Stochastic gradient descent: noisy steps, learning-rate schedules, convergence.
Momentum and its Nesterov look-ahead variant.
Adaptive learning rates: AdaGrad and RMSProp.
Adam: adaptive moments combining the two ideas.

Roadmap: first-order optimizers

Backprop gives us \(\nabla_\theta L\). The optimizer decides what to do with it.

GD→ SGD→ + Momentum→ + Nesterov → AdaGrad→ RMSProp→ Adam

SGD: trade accuracy of gradient for speed of updates.
Momentum: add inertia — escape ravines, damp oscillations.
Adaptive: give each parameter its own learning rate.
Adam: combine momentum + adaptive in one optimizer.

SGD recap

Batch GD:

\( \hat g \leftarrow \tfrac{1}{N}\, \nabla_\theta \sum_i L(f(x^{(i)}; \theta), y^{(i)}) \)

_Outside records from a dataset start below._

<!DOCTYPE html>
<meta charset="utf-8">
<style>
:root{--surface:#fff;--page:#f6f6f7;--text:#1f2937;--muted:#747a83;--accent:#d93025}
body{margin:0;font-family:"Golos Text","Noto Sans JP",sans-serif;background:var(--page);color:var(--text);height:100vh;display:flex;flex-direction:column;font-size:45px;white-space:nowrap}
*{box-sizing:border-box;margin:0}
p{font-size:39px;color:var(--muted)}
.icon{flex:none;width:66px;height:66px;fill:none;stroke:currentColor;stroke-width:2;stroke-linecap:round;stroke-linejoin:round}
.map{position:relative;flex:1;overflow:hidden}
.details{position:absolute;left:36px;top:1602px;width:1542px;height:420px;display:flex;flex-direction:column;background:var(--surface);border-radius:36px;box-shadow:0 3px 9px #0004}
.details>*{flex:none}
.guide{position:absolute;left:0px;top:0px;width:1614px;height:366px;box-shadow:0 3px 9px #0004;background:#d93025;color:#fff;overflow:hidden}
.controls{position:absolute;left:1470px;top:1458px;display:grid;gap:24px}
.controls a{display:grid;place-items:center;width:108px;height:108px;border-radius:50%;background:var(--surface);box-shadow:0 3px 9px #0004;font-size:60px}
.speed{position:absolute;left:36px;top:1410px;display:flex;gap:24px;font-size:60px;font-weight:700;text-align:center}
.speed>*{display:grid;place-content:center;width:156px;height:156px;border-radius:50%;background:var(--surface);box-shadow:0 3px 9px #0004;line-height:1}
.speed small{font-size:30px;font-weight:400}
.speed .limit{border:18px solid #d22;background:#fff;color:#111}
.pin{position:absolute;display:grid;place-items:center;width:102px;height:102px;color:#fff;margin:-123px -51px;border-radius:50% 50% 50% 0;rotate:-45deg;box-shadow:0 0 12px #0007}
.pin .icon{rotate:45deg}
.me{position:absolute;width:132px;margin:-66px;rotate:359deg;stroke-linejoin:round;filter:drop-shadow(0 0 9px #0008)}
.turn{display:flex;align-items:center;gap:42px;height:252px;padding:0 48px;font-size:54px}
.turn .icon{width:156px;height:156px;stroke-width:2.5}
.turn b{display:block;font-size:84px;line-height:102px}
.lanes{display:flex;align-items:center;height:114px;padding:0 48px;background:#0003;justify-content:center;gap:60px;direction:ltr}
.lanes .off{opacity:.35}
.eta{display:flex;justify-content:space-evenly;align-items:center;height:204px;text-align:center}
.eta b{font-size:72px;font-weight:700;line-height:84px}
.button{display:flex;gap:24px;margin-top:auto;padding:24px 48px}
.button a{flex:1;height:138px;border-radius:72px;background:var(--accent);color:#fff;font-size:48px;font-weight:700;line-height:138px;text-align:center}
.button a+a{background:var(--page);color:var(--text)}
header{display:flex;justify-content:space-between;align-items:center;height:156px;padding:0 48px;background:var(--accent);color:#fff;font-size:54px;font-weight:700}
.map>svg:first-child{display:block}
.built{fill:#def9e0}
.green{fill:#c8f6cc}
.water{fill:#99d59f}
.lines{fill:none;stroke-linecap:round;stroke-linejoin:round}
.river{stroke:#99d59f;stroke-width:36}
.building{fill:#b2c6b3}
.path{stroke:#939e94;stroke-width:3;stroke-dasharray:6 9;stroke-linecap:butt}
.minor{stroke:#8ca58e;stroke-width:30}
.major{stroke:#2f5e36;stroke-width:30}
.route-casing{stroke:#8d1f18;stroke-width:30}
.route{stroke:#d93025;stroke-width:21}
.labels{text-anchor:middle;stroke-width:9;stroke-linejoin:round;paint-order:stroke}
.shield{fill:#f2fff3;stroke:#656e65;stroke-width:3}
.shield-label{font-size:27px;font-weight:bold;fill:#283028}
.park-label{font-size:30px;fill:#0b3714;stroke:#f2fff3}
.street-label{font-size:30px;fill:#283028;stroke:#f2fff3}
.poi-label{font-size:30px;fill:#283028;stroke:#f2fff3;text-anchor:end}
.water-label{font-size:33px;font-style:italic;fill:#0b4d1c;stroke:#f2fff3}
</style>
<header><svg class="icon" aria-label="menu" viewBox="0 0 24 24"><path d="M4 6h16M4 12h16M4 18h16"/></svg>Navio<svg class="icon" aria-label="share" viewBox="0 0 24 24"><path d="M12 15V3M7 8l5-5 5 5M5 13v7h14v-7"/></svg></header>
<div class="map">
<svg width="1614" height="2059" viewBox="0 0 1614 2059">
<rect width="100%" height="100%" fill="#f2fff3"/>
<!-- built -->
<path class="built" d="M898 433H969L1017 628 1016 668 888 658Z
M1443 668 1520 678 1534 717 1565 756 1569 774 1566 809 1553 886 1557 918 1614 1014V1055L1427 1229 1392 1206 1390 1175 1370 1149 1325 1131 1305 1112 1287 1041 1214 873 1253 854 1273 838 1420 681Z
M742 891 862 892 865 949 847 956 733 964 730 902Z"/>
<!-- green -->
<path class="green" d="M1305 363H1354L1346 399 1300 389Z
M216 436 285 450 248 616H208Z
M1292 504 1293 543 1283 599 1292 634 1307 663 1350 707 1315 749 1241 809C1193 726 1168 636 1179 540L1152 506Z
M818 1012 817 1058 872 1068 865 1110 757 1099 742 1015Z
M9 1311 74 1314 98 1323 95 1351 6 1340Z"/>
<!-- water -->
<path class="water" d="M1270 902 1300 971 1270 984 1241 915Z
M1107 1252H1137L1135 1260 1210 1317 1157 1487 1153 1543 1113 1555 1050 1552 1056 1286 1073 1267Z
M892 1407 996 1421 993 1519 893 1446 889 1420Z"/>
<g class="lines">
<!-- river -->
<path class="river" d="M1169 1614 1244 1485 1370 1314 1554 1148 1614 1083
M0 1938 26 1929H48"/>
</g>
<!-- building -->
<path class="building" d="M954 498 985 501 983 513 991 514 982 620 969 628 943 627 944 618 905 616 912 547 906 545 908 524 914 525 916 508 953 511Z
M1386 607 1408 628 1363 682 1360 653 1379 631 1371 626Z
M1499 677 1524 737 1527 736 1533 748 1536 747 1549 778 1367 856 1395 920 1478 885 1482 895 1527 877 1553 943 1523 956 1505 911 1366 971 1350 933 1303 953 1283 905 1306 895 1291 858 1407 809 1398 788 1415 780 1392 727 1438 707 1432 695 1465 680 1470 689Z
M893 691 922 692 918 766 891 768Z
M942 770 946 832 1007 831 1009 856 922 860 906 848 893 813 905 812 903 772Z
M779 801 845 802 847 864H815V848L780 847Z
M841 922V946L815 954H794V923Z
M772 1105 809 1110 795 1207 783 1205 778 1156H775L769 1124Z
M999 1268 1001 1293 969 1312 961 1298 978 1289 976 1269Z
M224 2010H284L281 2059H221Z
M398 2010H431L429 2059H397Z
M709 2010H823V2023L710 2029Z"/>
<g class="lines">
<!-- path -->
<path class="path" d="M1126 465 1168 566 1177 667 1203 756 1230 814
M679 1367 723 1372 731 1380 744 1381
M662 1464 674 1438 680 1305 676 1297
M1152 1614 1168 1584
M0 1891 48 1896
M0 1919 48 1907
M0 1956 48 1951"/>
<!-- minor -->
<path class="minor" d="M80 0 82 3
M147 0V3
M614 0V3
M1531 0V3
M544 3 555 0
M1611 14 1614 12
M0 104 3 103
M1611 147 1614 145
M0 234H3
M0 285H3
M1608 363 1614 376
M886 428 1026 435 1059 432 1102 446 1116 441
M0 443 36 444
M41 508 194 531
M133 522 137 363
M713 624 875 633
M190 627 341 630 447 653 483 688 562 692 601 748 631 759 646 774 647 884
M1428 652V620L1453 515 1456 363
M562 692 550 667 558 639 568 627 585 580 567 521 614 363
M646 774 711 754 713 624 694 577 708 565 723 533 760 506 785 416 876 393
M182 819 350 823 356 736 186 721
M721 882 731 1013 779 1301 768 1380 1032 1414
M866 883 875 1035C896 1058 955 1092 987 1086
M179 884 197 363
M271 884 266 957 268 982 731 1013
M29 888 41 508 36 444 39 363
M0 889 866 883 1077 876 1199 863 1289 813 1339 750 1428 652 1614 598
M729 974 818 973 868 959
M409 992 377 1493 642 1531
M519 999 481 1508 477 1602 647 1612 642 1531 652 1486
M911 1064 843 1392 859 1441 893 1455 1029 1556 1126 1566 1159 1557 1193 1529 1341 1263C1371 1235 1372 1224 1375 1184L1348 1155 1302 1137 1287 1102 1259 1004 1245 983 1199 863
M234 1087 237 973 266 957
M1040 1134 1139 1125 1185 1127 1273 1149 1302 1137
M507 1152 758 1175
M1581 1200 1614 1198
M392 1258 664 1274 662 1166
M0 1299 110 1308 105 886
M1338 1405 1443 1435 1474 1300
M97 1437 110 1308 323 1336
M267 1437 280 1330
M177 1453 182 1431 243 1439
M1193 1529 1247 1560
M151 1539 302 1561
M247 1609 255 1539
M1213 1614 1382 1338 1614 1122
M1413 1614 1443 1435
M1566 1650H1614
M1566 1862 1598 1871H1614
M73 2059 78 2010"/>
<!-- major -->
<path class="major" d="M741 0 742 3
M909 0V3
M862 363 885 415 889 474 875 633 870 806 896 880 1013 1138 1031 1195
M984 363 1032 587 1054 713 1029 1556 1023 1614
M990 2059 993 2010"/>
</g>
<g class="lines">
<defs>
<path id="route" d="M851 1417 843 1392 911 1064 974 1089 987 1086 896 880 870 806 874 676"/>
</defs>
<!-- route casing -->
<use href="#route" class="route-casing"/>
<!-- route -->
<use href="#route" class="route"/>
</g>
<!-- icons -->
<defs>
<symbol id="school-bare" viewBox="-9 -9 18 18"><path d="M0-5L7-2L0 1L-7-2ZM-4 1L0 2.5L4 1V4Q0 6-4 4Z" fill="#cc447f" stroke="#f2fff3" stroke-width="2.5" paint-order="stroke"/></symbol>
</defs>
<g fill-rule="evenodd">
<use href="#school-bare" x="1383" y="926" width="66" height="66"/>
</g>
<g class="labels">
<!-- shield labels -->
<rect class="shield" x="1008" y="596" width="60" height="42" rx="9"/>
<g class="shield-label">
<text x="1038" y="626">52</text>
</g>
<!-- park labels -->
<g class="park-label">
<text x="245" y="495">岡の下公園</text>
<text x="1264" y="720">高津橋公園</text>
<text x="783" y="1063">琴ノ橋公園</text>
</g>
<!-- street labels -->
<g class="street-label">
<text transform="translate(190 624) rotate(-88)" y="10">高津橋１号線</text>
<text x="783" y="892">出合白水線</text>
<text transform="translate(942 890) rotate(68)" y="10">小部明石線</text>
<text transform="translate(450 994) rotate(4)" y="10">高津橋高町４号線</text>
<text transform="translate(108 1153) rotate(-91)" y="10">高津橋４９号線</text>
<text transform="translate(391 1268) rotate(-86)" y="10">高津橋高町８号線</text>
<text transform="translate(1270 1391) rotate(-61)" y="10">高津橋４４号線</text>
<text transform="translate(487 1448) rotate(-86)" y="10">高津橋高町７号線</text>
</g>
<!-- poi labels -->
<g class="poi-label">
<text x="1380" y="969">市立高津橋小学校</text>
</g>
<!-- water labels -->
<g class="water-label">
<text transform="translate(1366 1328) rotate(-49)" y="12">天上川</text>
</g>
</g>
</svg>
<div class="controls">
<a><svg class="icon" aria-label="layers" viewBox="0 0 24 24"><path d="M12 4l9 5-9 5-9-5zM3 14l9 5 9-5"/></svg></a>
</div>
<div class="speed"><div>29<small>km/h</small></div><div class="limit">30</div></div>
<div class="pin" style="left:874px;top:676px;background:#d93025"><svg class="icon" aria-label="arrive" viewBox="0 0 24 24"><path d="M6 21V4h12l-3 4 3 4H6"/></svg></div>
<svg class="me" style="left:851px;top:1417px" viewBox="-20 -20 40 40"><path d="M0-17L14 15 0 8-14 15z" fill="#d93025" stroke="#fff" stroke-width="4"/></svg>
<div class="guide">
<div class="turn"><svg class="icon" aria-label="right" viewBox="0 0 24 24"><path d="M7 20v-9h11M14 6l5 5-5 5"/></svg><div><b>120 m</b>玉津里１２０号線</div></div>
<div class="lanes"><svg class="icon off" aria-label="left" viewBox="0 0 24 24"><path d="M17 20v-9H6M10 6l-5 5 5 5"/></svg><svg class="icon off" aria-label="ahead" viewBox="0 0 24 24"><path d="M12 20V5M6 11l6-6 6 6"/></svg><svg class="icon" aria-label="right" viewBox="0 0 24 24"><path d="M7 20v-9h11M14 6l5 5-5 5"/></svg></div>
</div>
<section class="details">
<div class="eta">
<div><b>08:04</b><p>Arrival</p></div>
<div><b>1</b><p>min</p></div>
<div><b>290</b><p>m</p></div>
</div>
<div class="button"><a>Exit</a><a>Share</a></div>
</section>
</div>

SGD (one example per step):

\( \hat g \leftarrow \nabla_\theta L(f(x^{(i)}; \theta), y^{(i)}) \)

In both: \( \theta \leftarrow \theta - \varepsilon \hat g \).

Decay the learning rate linearly until iteration \(\tau\):

\( \varepsilon_k = (1-\alpha)\,\varepsilon_0 + \alpha\,\varepsilon_\tau, \quad \alpha = k/\tau \)

Sufficient for convergence:

\( \displaystyle\sum_k \varepsilon_k = \infty, \quad \sum_k \varepsilon_k^2 < \infty \)

Mini-batch SGD (e.g. 32, 64): cheaper than full-batch, less noisy than per-example, scales to huge datasets.

What goes wrong with plain SGD

Local minima. Non-convex losses have many. SGD shrinks gradients to zero there and stalls.

Noisy oscillations. Each step uses only one example — the descent path zig-zags, slowing convergence.

Both issues motivate the next big idea: momentum.

Momentum: add inertia

Introduce a velocity vector \(\bm v\) — an exponentially weighted average of past gradients:

\[ \bm v \leftarrow \alpha\, \bm v - \varepsilon\, \nabla_\theta L(\theta), \qquad \theta \leftarrow \theta + \bm v \]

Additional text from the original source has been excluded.